Exercise material:
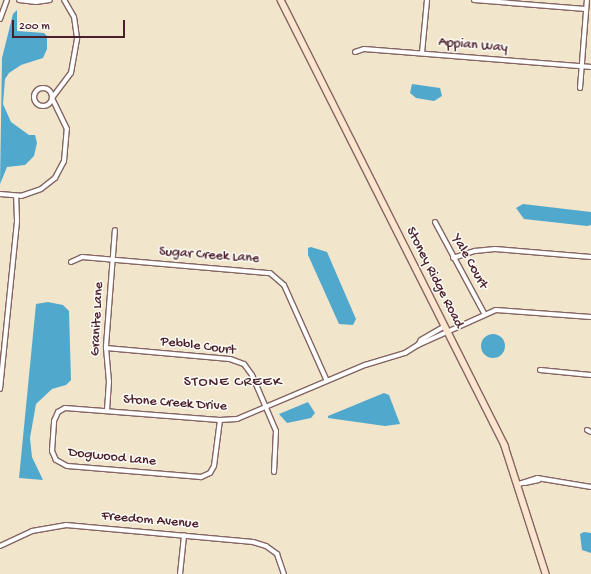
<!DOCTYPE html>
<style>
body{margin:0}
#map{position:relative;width:591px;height:574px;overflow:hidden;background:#f1e6cb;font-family:"Gochi Hand",sans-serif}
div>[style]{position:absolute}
.water>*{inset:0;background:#51a8cd}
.round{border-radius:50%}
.roads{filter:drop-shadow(1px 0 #846563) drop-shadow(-1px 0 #846563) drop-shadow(0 1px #846563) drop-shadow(0 -1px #846563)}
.street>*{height:4px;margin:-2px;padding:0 2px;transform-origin:2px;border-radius:2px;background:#fff}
.street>.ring{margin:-2px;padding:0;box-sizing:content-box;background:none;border:4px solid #fff;border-radius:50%}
.secondary>*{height:5.5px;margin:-2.75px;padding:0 2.75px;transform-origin:2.75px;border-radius:2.75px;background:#fbe5cf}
span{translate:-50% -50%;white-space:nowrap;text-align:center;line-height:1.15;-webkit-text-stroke:3px #fdfcf7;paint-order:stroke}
.street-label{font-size:14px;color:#4a1f2b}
.neighbourhood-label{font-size:15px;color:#4a1f2b;letter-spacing:1px}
.scale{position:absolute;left:12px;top:20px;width:113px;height:18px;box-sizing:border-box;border:2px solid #4a1f2b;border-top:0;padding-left:5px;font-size:12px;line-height:14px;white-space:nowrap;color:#4a1f2b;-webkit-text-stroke:3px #fdfcf7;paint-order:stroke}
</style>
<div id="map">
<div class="water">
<div style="clip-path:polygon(17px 10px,17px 31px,44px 33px,47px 36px,47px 49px,43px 58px,21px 65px,9px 73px,5px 79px,3px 104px,11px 122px,29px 135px,35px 135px,37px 143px,34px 156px,25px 165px,7px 167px,0 184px,2px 58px,13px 14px)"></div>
<div style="clip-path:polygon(412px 84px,440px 88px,442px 96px,434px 101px,416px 98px,410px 93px)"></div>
<div style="clip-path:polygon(523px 204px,591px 212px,591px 225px,587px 226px,524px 219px,516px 208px)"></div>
<div style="clip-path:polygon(311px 247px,327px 252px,356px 319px,353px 325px,339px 324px,308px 255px,308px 248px)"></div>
<div style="clip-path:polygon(48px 302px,63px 305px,69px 311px,71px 380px,66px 385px,52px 389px,36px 404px,30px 438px,32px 457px,43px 480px,19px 478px,36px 304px)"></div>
<div class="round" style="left:481px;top:334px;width:24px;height:24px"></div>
<div style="clip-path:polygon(384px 393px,389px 395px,400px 424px,385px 426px,328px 418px,328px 416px)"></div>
<div style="clip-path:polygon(308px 402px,315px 413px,311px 418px,287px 423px,279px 414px)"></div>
<div style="clip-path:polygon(584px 532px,591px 533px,591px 553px,582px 550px,580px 534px)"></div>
</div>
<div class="roads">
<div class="street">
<div style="left:19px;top:0;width:17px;rotate:7deg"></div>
<div style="left:36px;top:2px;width:14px;rotate:-8deg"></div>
<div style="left:474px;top:0;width:112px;rotate:4.6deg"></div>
<div style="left:0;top:19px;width:20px;rotate:-70deg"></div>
<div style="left:355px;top:52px;width:9px;rotate:-18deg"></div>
<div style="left:364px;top:49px;width:228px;rotate:4.5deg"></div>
<div style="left:422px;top:53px;width:53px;rotate:-84.6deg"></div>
<div style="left:580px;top:88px;width:88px;rotate:-85.5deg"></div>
<div class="ring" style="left:34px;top:88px;width:14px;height:14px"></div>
<div style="left:0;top:194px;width:21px;rotate:5deg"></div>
<div style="left:21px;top:196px;width:21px;rotate:-19deg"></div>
<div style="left:41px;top:189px;width:18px;rotate:-38deg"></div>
<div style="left:55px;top:178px;width:19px;rotate:-62deg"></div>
<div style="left:64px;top:161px;width:32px;rotate:-85deg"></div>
<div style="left:67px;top:129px;width:34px;rotate:-116deg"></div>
<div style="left:52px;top:98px;width:31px;rotate:-53deg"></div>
<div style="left:71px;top:73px;width:36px;rotate:-80deg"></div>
<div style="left:77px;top:38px;width:21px;rotate:-98deg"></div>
<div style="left:74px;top:17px;width:20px;rotate:-120deg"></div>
<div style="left:435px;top:222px;width:103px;rotate:61.7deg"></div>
<div style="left:453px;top:258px;width:23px;rotate:-18deg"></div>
<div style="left:475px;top:251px;width:20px;rotate:-6deg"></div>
<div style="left:495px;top:249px;width:96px;rotate:4.8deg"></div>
<div style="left:71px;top:262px;width:12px;rotate:-24deg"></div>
<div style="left:82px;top:257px;width:189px;rotate:4.9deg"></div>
<div style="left:270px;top:273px;width:18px;rotate:41deg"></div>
<div style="left:284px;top:285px;width:105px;rotate:65.9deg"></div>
<div style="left:445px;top:326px;width:28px;rotate:150deg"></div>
<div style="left:421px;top:340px;width:6px;rotate:121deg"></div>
<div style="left:418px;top:345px;width:85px;rotate:-24.2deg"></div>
<div style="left:496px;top:310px;width:95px;rotate:4.2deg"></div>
<div style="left:106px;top:348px;width:124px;rotate:5.1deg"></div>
<div style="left:230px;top:359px;width:15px;rotate:20deg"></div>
<div style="left:244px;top:364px;width:14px;rotate:54deg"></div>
<div style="left:252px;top:375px;width:61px;rotate:66.8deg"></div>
<div style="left:276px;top:431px;width:41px;rotate:92.8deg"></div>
<div style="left:540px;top:370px;width:51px;rotate:5.6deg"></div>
<div style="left:0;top:389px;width:169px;rotate:-84.2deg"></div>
<div style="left:17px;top:221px;width:25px;rotate:-92deg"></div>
<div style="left:107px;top:410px;width:28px;rotate:-86deg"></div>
<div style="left:109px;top:382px;width:36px;rotate:-95deg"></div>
<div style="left:106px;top:346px;width:116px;rotate:-85.6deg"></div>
<div style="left:220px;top:420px;width:46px;rotate:97.4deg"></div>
<div style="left:214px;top:466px;width:8px;rotate:120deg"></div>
<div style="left:210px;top:473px;width:10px;rotate:156deg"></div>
<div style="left:201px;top:477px;width:134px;rotate:-175.3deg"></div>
<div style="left:67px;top:466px;width:13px;rotate:-151deg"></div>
<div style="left:56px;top:460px;width:10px;rotate:-114deg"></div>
<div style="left:52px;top:451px;width:30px;rotate:-86deg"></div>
<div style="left:54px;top:421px;width:10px;rotate:-66deg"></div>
<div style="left:58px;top:412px;width:8px;rotate:-30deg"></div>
<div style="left:65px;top:408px;width:155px;rotate:4.4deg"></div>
<div style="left:220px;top:420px;width:17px;rotate:-3deg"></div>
<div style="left:237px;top:419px;width:139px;rotate:-22.9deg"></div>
<div style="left:365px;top:365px;width:42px;rotate:-16.7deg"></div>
<div style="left:405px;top:353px;width:15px;rotate:-32deg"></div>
<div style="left:587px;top:430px;width:4px;rotate:27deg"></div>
<div style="left:525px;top:483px;width:14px;rotate:-12deg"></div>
<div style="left:519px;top:484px;width:19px;rotate:-18deg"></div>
<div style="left:537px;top:478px;width:55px;rotate:9.5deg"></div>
<div style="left:0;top:546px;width:35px;rotate:-25deg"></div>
<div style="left:32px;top:531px;width:35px;rotate:-10deg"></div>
<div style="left:66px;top:525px;width:188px;rotate:5.2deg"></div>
<div style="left:253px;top:542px;width:14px;rotate:17deg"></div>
<div style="left:266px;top:546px;width:14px;rotate:36deg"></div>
<div style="left:277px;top:554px;width:21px;rotate:71deg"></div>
<div style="left:180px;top:574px;width:39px;rotate:-84deg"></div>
</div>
<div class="secondary">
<div style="left:281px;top:0;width:499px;rotate:63.3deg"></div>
<div style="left:505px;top:446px;width:134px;rotate:72.2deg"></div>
</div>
</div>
<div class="street-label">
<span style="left:473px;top:46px;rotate:5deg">Appian Way</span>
<span style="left:209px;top:256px;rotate:4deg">Sugar Creek Lane</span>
<span style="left:469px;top:262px;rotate:61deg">Yale Court</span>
<span style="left:434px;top:278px;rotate:63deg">Stoney Ridge Road</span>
<span style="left:98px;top:319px;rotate:-87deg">Granite Lane</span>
<span style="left:198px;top:347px;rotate:7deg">Pebble Court</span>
<span style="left:175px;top:404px;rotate:4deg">Stone Creek Drive</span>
<span style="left:112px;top:458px;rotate:6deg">Dogwood Lane</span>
<span style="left:150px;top:521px;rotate:5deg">Freedom Avenue</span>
</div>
<div class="neighbourhood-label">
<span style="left:233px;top:383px">STONE CREEK</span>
</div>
<div class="scale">200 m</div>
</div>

How to complete this task:
Everything from the top line of the data down to and including the line with "0 #846563) drop-shadow(-1px" is to be copied, except the pictures.

Response below:
<!DOCTYPE html>
<style>
body{margin:0}
#map{position:relative;width:591px;height:574px;overflow:hidden;background:#f1e6cb;font-family:"Gochi Hand",sans-serif}
div>[style]{position:absolute}
.water>*{inset:0;background:#51a8cd}
.round{border-radius:50%}
.roads{filter:drop-shadow(1px 0 #846563) drop-shadow(-1px 0 #846563) drop-shadow(0 1px #846563) drop-shadow(0 -1px #846563)}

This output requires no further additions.